Alzheimer Europe, organizzazione che rappresenta 40 associazioni in tutto il continente, ha di recente presentato al Parlamento europeo, a Bruxelles, i risultati di un'indagine svolta nel corso del 2017 in cinque Stati dell’Unione (Italia, Olanda, Finlandia, Repubblica Ceca e Scozia) con il coinvolgimento di 1.409 familiari e caregiver di persone affette da demenza.
L'Alzheimer in Italia
I dati del sondaggio relativi al nostro Paese sono stati raccolti dalla Federazione Alzheimer Italia, che ha anche aggiornato il numero dei malati, stimati in 1.241.000: di questi il 73,9% è donna e quasi la metà (49,1%) ha tra i 75 e gli 84 anni. Inoltre, il 46,4 vive in casa con i familiari, il 28,7% con altri caregiver, mentre solo il 12,1% alloggia in residenze assistenziali. Dalla ricerca emerge anche un preciso profilo del caregiver: in Italia nella maggior parte dei casi si tratta del figlio della persona malata (64,8%), soprattutto di sesso femminile (80,3%; peraltro, anche negli altri quattro Stati europei considerati le donne caregiver rappresentano la maggioranza con l'82,8%).

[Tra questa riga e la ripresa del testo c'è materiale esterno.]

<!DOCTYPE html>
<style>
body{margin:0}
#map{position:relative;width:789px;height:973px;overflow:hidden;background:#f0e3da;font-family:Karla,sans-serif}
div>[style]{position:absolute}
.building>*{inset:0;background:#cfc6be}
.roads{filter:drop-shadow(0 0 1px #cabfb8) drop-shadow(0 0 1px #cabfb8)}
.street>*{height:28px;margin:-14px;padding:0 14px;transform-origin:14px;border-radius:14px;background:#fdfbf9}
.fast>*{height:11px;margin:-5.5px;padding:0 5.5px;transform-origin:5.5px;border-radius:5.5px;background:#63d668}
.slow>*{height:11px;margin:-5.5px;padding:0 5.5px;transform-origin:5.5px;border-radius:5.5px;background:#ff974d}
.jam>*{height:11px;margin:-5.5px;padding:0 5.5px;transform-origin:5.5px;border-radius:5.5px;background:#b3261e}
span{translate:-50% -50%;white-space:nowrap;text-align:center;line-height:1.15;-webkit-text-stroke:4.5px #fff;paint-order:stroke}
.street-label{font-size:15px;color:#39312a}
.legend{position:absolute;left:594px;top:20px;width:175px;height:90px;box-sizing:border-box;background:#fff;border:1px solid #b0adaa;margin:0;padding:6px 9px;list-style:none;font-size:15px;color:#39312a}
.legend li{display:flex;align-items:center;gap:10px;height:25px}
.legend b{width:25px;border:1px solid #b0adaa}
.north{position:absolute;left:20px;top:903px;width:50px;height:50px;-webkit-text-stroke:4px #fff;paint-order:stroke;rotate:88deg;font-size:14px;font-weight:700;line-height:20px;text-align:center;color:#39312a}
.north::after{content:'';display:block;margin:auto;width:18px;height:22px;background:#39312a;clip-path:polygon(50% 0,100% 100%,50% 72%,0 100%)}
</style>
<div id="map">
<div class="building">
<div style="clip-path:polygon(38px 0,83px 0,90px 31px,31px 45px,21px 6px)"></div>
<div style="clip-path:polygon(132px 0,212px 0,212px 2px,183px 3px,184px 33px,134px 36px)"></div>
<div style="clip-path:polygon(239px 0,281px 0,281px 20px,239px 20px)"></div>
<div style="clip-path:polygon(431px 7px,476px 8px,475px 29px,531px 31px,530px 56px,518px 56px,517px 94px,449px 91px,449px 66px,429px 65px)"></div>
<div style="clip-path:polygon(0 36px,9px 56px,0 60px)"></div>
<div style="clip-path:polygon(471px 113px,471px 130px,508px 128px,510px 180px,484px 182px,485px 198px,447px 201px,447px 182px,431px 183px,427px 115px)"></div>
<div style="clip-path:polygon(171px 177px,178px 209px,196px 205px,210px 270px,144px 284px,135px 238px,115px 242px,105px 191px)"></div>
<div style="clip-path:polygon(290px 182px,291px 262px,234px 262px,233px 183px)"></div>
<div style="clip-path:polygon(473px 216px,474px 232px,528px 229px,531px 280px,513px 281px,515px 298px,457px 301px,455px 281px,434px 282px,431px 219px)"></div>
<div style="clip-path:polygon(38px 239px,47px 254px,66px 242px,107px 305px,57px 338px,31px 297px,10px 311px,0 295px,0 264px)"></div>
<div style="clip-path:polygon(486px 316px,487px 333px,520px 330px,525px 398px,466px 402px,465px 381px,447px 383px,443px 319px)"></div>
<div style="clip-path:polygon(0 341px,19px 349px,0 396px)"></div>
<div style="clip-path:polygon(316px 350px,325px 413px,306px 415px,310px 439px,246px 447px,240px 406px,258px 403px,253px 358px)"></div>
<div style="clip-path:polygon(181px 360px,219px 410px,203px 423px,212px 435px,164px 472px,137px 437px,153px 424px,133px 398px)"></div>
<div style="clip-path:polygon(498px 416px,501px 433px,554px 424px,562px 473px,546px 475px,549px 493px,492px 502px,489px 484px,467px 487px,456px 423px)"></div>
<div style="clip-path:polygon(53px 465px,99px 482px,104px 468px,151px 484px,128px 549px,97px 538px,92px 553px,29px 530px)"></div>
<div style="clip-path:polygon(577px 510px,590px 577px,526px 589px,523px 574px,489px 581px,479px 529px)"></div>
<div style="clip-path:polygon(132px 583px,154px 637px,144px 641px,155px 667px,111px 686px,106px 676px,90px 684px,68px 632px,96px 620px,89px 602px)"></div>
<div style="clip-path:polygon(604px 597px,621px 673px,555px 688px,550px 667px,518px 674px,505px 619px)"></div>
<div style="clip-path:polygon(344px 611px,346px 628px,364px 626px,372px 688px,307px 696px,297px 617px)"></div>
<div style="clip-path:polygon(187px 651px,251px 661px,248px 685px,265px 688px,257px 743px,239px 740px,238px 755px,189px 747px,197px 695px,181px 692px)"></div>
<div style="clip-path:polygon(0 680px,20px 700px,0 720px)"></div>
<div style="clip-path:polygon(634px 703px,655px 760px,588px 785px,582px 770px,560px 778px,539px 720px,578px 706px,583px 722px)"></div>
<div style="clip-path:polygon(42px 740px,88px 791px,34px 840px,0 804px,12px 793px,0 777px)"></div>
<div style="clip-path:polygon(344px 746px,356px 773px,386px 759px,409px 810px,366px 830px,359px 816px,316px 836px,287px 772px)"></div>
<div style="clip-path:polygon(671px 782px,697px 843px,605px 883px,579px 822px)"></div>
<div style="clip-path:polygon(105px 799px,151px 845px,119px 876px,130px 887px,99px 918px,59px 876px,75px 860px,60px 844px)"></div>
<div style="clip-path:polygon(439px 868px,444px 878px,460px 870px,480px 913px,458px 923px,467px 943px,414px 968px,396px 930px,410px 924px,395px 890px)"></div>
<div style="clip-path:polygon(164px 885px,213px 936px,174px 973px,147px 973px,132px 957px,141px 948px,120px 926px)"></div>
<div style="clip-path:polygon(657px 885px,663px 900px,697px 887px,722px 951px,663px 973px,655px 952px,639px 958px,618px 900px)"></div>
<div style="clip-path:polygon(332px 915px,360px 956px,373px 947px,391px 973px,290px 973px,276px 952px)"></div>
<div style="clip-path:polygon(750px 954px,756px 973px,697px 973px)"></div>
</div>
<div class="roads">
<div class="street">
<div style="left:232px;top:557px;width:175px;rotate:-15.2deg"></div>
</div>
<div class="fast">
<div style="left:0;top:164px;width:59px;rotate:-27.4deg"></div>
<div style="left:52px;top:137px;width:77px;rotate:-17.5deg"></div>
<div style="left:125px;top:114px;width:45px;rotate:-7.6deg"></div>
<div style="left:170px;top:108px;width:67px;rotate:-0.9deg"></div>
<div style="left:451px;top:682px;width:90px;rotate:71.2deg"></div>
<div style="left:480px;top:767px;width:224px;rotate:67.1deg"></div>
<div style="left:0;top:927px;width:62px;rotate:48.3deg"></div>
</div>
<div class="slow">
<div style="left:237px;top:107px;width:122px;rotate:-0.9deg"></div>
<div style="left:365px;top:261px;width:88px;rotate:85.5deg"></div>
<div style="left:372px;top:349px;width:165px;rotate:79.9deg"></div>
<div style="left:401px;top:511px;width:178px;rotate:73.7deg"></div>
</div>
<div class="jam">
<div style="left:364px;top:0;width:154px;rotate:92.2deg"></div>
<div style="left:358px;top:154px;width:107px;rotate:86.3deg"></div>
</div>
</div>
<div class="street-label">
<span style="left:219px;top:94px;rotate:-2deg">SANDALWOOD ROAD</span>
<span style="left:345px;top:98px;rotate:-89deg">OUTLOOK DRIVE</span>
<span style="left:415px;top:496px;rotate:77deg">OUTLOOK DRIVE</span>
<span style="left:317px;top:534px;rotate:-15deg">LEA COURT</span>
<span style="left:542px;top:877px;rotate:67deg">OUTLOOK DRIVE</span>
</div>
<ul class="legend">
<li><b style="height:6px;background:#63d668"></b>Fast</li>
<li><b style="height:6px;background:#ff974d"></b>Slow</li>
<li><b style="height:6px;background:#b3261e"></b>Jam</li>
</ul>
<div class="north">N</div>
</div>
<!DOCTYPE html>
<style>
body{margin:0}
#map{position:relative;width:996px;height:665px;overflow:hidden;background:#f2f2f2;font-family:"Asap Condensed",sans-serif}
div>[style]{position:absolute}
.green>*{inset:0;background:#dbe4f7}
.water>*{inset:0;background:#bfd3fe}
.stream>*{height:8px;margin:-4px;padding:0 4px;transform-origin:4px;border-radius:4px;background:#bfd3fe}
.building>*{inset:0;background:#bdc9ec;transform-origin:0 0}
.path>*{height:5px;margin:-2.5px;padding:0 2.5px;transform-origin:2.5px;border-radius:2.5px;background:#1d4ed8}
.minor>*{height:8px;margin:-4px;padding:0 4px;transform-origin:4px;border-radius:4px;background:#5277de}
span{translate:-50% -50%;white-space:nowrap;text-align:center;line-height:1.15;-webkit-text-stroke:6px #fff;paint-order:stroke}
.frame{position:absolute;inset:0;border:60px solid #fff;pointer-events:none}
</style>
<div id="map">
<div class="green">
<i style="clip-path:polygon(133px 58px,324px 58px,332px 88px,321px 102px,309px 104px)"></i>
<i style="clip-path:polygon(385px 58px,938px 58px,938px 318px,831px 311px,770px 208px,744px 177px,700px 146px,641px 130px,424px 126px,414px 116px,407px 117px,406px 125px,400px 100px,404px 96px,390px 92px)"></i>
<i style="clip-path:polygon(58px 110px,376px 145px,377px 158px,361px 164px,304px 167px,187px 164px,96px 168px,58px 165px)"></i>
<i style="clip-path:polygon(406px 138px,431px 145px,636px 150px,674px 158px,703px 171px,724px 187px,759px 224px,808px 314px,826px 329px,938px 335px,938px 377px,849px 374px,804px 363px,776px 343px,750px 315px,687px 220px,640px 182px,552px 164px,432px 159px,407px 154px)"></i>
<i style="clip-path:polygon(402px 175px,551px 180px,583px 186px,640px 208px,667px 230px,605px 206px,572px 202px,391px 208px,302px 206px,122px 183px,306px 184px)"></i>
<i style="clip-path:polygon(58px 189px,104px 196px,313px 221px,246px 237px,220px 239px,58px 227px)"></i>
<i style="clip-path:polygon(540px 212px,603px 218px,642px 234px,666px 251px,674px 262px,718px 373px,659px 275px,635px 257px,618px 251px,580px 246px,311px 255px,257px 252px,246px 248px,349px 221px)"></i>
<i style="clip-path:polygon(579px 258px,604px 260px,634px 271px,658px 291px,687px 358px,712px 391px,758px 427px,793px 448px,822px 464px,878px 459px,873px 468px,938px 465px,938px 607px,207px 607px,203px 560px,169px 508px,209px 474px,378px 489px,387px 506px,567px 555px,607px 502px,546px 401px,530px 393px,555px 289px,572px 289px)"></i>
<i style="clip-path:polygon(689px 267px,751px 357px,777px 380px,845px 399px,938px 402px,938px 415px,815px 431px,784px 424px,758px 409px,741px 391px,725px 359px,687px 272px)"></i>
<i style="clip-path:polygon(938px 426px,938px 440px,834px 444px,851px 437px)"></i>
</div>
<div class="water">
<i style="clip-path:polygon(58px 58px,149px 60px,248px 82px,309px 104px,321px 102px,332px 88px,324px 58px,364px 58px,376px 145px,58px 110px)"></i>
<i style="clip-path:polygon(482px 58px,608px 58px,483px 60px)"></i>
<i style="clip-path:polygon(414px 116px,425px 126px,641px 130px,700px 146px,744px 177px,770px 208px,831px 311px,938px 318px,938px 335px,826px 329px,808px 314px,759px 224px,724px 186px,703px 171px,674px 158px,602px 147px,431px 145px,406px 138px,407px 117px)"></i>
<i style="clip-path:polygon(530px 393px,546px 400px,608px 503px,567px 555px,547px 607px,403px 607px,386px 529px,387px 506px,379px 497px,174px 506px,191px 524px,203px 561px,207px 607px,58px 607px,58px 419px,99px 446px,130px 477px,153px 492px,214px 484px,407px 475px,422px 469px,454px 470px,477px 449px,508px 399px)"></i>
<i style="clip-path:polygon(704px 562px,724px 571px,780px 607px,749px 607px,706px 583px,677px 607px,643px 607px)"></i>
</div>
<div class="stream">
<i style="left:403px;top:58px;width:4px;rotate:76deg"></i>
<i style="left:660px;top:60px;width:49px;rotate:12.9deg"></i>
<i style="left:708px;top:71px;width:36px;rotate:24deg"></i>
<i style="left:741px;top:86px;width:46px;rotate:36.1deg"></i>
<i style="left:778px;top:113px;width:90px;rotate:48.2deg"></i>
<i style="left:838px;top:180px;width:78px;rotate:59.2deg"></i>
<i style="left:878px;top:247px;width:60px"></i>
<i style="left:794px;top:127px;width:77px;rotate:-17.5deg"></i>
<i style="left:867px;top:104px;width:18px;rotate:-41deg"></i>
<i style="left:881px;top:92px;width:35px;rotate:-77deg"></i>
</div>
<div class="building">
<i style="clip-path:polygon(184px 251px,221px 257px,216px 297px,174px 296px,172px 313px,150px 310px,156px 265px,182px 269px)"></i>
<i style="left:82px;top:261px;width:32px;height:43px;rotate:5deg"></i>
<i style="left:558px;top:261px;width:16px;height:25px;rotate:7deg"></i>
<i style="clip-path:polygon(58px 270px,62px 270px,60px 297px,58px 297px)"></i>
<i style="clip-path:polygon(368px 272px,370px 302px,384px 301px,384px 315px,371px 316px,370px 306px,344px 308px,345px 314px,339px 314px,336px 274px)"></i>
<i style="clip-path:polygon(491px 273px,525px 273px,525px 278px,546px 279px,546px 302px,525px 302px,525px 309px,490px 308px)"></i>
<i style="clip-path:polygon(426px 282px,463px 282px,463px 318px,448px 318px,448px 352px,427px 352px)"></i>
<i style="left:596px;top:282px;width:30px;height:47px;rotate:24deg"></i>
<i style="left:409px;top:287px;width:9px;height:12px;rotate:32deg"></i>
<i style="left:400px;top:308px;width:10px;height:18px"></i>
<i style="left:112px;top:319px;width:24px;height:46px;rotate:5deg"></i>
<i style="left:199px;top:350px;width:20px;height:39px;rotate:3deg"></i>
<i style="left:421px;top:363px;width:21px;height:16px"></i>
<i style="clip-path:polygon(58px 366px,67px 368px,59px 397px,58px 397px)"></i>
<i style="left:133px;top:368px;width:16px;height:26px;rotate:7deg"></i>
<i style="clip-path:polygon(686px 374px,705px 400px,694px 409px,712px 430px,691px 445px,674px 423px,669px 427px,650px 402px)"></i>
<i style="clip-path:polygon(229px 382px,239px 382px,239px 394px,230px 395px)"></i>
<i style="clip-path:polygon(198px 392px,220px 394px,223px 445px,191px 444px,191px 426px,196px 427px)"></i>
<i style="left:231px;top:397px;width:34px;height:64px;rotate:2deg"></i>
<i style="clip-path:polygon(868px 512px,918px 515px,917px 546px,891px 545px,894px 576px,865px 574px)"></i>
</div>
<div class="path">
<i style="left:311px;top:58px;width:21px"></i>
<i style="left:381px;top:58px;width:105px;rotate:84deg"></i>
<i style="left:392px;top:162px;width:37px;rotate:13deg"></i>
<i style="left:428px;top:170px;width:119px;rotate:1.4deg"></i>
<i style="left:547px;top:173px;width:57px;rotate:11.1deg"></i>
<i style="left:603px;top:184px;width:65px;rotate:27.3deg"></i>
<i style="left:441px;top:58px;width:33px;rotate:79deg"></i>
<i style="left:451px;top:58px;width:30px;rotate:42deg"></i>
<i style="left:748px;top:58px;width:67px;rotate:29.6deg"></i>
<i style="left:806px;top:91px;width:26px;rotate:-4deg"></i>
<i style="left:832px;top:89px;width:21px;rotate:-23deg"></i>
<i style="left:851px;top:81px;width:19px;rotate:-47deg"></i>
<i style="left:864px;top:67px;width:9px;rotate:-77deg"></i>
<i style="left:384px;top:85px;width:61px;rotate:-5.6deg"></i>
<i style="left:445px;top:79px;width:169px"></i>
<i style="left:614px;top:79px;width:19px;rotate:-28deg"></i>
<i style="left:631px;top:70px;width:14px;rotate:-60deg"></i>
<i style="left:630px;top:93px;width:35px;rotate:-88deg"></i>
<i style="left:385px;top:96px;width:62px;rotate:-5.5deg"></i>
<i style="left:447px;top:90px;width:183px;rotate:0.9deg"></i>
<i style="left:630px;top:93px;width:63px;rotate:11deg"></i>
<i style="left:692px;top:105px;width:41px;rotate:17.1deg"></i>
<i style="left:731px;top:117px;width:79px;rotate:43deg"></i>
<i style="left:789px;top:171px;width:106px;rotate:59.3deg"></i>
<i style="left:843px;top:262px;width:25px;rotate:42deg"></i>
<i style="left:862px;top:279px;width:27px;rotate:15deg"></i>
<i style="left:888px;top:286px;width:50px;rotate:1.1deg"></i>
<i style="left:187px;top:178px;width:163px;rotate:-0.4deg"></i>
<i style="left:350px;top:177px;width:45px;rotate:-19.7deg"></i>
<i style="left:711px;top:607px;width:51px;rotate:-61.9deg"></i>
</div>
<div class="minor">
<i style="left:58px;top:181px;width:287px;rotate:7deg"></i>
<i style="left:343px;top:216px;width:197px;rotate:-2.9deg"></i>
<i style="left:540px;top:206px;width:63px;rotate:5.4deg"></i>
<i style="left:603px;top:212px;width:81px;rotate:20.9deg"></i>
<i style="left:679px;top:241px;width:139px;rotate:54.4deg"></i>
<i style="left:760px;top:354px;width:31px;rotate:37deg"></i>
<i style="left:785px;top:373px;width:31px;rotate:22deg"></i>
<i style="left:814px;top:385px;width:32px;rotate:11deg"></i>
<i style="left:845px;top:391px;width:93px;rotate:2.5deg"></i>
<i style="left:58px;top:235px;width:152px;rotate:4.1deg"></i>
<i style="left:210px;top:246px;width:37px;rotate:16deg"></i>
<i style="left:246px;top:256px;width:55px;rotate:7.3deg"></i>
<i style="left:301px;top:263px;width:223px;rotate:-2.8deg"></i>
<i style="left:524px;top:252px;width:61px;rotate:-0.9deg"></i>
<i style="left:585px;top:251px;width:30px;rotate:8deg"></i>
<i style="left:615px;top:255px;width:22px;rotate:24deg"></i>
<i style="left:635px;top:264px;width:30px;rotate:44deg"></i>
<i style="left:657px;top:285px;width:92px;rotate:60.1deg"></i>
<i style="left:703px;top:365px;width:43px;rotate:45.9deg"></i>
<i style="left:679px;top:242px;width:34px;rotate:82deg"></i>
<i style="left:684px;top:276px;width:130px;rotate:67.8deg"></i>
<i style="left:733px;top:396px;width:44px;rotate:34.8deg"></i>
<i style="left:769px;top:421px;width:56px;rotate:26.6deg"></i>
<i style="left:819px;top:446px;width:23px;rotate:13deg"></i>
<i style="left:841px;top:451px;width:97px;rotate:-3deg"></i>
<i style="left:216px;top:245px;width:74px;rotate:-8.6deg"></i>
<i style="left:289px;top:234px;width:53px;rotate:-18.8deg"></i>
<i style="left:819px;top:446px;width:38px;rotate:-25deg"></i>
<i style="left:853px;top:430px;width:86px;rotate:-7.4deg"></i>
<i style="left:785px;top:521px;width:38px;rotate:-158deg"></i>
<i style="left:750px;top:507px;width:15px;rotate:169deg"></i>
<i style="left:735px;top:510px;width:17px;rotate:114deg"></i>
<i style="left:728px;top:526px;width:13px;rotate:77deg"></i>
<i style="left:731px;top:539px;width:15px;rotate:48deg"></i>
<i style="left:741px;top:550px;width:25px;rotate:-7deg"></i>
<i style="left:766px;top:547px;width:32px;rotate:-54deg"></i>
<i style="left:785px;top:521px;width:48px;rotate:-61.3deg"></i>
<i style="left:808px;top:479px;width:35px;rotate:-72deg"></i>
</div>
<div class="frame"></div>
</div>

Allarme europeo sul ritardo nella diagnosi
Il rapporto conclusivo del sondaggio, redatto dal professor Bob Woods, docente di Psicologia clinica presso l’università gallese di Bangor e direttore del Dementia Services Development Centre Wales, segnala un ritardo importante nella formulazione di una corretta diagnosi: in media, a un paziente su quattro è inizialmente diagnosticata un’altra patologia (purtroppo in Italia la percentuale sale sino al 31,9%) e per poter individuare la forma di demenza in media occorrono 25 mesi (in questo caso la situazione in Italia è migliore, ne bastano 18).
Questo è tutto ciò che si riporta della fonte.